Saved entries
═══

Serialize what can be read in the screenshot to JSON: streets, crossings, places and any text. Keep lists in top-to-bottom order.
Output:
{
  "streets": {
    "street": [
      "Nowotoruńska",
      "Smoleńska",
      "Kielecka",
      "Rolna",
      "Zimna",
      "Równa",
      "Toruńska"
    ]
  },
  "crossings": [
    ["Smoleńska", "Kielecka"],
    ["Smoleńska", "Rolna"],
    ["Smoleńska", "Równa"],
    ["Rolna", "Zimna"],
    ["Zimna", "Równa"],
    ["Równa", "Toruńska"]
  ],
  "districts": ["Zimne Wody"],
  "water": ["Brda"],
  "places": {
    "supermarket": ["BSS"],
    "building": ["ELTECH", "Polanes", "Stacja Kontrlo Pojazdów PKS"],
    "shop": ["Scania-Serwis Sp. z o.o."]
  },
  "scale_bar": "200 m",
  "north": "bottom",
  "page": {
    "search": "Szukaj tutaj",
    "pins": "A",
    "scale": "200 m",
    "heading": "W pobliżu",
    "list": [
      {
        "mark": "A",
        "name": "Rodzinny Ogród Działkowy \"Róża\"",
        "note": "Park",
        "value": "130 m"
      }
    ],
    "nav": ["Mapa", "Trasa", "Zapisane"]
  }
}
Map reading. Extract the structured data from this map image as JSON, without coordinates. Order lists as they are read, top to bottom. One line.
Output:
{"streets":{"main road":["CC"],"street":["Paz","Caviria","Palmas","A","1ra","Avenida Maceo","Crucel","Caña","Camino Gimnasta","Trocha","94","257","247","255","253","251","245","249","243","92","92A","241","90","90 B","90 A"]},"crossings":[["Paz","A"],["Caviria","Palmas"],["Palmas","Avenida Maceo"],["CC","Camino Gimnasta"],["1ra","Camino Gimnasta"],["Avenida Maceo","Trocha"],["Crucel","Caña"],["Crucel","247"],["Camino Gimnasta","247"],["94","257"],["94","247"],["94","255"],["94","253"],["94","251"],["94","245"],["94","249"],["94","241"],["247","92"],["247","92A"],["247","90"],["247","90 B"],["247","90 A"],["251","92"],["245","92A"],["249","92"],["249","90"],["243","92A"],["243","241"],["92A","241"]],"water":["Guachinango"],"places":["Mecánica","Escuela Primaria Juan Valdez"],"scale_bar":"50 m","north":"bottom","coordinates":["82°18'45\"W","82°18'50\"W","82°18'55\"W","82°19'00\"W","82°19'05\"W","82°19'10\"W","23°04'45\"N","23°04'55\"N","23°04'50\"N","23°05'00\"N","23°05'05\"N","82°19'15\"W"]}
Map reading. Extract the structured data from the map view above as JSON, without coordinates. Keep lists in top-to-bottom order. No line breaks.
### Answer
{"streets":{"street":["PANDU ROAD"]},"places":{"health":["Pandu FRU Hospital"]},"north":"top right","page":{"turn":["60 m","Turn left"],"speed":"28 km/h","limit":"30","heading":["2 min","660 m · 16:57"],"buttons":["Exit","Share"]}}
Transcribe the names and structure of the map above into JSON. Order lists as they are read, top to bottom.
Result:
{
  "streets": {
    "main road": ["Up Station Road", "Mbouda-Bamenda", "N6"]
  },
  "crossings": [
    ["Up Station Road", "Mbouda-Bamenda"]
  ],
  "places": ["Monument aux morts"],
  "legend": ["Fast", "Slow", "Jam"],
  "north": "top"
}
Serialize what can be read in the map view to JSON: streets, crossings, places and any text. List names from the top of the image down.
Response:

═══

What the task requires
Please return each line of the data above in which the word "names" occurs.

Response
Transcribe the names and structure of the map above into JSON. Order lists as they are read, top to bottom.
Serialize what can be read in the map view to JSON: streets, crossings, places and any text. List names from the top of the image down.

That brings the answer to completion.